▶ Exercise directions: Your answer should be every line with the word "grid", copied from the data below.

▶ Supplied information:
=====

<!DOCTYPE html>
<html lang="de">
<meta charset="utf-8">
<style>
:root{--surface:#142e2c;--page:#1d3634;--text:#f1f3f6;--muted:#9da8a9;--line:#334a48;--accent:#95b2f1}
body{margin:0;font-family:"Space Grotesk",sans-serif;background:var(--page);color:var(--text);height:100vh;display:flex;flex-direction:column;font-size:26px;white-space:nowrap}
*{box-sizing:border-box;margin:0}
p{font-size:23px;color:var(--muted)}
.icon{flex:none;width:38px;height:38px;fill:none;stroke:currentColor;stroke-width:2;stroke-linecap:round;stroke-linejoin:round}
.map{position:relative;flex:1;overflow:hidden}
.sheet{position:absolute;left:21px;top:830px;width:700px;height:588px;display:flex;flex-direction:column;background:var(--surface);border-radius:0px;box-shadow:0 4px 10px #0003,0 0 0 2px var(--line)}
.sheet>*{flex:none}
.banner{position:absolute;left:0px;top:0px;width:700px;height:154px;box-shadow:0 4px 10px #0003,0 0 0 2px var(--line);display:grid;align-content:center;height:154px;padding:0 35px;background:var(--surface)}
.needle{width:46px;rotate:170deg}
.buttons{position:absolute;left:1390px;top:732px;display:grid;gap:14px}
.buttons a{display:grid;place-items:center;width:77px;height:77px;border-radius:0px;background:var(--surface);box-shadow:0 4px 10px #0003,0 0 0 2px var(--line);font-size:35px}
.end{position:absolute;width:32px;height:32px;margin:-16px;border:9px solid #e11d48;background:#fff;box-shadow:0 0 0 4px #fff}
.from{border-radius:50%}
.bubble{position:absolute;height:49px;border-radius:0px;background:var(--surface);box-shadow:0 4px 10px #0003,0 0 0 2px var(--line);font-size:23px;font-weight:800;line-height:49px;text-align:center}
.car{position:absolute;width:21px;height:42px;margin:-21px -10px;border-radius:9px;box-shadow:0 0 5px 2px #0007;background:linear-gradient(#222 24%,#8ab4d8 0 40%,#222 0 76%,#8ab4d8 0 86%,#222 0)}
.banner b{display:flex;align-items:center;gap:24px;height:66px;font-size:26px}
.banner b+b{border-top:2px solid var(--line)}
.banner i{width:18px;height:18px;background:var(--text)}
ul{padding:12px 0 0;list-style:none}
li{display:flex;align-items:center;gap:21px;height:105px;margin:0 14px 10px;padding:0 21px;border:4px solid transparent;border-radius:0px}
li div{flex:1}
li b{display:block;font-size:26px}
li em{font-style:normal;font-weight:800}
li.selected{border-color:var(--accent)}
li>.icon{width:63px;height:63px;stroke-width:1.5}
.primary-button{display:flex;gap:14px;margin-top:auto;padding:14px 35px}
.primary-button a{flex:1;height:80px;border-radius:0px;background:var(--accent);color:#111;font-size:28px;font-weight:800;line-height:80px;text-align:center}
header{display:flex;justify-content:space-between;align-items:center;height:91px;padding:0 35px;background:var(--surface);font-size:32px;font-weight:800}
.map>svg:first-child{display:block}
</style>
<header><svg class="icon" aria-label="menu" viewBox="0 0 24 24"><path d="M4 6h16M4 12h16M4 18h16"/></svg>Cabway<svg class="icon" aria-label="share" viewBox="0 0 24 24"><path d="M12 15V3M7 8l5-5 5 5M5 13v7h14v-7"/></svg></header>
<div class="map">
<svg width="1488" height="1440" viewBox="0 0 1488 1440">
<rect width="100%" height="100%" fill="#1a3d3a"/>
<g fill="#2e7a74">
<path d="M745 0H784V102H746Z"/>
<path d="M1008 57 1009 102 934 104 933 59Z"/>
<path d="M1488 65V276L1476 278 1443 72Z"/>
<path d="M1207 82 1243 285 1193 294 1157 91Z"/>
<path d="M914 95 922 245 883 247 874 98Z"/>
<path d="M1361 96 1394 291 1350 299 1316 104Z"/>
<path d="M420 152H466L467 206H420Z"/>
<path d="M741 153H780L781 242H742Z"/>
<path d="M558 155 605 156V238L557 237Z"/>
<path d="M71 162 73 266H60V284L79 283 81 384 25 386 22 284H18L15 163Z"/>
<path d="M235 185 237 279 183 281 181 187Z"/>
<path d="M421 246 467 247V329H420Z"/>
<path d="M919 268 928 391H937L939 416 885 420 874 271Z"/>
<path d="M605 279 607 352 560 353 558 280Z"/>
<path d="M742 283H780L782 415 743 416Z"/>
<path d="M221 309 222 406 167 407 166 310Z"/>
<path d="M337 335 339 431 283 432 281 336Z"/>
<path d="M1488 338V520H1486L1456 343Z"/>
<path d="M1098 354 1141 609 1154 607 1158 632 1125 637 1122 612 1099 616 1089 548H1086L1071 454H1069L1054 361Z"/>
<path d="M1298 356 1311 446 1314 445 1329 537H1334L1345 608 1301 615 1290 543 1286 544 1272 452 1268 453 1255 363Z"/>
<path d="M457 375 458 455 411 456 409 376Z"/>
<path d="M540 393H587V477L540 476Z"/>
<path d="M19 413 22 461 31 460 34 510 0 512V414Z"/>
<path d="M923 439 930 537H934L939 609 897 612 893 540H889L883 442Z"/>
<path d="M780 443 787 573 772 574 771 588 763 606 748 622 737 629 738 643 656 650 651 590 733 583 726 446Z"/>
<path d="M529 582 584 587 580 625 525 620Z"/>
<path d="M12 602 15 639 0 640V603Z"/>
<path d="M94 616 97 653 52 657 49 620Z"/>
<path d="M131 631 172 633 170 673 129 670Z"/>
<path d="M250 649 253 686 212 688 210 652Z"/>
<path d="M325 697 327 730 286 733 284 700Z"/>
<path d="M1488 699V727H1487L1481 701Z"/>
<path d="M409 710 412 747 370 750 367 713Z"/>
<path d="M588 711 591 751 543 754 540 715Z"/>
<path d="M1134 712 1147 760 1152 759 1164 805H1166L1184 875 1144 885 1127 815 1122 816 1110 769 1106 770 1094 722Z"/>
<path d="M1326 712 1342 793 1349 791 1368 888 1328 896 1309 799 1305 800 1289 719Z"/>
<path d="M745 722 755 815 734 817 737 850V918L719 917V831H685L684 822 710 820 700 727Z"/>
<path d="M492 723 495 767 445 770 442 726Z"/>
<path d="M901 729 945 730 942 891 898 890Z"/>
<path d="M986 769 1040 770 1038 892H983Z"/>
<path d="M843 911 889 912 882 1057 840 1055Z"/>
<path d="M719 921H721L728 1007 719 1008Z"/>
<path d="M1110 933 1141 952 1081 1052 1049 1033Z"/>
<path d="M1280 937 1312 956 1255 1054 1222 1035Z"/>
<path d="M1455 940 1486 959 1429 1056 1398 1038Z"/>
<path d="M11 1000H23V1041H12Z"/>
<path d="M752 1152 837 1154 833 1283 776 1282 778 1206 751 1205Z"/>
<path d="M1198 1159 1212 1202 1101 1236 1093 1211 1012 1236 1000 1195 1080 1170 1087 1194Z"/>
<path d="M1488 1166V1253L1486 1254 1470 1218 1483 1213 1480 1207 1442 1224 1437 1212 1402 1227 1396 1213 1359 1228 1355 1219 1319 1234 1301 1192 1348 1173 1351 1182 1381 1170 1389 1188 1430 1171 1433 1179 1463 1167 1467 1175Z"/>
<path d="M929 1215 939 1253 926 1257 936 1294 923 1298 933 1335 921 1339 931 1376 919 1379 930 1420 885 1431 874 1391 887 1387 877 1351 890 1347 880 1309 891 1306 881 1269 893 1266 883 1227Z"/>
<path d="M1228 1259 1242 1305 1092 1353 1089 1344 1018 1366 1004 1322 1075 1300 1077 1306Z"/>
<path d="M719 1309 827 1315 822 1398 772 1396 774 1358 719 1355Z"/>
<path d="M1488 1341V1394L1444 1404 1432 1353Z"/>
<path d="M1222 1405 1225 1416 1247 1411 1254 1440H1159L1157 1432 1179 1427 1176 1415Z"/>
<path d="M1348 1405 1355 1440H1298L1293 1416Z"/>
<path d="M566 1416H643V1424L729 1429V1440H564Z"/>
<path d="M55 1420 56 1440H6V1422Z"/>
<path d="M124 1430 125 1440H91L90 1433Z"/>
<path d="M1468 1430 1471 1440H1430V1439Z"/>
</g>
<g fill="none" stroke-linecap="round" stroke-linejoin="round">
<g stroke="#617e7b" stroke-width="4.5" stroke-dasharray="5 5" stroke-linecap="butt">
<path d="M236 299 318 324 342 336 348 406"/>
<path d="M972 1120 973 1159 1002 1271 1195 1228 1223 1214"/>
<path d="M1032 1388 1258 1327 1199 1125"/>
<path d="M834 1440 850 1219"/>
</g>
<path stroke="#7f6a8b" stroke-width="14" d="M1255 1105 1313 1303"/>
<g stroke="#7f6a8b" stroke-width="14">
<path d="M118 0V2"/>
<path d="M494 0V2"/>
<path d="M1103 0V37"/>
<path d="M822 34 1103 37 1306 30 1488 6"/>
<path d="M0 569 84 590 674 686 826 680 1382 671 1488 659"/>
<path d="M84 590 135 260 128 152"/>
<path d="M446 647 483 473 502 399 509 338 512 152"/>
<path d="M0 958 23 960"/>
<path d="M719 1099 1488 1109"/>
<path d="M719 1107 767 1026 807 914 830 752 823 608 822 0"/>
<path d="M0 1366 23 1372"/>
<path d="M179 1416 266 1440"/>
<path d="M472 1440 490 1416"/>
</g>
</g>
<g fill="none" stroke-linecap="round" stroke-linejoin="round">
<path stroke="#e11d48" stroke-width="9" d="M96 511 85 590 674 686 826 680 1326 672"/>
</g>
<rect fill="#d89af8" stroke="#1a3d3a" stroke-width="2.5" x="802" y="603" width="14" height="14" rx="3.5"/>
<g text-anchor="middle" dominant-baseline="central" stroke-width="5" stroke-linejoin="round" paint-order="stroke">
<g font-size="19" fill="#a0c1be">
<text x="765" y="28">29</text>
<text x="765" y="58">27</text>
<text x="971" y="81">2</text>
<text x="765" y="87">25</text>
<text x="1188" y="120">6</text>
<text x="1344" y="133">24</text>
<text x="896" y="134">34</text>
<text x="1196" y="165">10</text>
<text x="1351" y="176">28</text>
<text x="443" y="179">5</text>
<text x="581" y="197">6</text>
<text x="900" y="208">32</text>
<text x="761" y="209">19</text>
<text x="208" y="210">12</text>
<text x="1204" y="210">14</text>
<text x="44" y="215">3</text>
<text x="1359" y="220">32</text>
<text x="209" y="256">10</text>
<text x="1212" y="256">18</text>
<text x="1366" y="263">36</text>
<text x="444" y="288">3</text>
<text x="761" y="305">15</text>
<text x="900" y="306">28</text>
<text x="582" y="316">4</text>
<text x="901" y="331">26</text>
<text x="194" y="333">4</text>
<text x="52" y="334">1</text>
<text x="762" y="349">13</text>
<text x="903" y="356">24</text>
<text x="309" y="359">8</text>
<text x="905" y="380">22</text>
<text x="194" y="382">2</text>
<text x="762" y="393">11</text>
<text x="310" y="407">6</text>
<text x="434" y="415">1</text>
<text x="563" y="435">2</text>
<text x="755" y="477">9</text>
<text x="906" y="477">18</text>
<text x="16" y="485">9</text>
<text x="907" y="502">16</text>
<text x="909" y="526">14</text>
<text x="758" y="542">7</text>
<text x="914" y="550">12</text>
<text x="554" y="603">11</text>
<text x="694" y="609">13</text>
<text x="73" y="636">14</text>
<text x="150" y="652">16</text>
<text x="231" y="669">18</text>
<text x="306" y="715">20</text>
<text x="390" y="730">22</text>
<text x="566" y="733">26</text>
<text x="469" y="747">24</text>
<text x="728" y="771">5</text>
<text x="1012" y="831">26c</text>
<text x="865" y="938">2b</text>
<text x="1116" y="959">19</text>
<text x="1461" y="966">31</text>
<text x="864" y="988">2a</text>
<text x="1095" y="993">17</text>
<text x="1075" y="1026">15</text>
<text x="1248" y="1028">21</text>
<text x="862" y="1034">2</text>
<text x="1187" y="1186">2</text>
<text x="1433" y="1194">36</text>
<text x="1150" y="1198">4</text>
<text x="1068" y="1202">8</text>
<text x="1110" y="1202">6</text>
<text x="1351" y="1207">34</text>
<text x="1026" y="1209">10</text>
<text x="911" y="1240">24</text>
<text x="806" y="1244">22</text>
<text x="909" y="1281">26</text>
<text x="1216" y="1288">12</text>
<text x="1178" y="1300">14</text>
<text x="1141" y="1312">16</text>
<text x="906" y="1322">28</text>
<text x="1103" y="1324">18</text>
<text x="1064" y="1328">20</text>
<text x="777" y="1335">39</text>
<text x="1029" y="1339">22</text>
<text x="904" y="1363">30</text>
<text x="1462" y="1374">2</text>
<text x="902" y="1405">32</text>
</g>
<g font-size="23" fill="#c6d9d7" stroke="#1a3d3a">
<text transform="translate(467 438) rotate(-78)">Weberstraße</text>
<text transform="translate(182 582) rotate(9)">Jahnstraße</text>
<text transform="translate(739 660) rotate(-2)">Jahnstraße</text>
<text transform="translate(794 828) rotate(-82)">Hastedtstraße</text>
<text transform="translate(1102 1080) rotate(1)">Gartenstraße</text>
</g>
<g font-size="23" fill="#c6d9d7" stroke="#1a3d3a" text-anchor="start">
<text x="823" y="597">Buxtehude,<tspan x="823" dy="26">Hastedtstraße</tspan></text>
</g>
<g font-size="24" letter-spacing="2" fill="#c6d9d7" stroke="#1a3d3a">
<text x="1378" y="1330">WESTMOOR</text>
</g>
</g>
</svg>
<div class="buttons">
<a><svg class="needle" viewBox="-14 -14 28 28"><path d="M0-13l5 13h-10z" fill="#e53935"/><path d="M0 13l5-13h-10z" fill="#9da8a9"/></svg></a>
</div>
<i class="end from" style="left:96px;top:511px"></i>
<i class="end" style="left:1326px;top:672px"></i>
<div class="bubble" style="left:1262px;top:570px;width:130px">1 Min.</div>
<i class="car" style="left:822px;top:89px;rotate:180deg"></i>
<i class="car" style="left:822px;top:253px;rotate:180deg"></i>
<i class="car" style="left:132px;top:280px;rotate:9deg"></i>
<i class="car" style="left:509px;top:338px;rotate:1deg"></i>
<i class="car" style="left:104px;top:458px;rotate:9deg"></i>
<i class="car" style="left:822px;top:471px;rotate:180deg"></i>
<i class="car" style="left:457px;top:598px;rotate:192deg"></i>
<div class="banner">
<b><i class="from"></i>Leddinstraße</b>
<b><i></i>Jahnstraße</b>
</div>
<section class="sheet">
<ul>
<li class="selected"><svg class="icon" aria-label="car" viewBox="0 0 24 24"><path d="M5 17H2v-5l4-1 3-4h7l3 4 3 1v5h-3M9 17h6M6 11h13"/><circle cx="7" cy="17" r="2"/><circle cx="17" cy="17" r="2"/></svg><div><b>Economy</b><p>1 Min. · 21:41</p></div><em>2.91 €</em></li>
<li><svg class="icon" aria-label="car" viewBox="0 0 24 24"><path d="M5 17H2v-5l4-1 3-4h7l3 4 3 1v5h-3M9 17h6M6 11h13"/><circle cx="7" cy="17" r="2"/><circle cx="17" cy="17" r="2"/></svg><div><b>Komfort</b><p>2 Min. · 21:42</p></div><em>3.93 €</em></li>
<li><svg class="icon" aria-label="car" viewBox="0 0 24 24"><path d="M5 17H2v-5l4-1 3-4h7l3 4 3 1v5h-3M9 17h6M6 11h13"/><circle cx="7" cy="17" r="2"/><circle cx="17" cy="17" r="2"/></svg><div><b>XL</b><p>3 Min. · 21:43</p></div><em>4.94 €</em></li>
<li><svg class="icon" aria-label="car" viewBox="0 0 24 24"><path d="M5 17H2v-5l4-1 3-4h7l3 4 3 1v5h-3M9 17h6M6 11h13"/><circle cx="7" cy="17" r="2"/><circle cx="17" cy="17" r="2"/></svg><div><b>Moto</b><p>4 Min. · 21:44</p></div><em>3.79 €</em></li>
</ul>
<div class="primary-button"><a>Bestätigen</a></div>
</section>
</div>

=====

▶ Problem solution:
.banner{position:absolute;left:0px;top:0px;width:700px;height:154px;box-shadow:0 4px 10px #0003,0 0 0 2px var(--line);display:grid;align-content:center;height:154px;padding:0 35px;background:var(--surface)}
.buttons{position:absolute;left:1390px;top:732px;display:grid;gap:14px}
.buttons a{display:grid;place-items:center;width:77px;height:77px;border-radius:0px;background:var(--surface);box-shadow:0 4px 10px #0003,0 0 0 2px var(--line);font-size:35px}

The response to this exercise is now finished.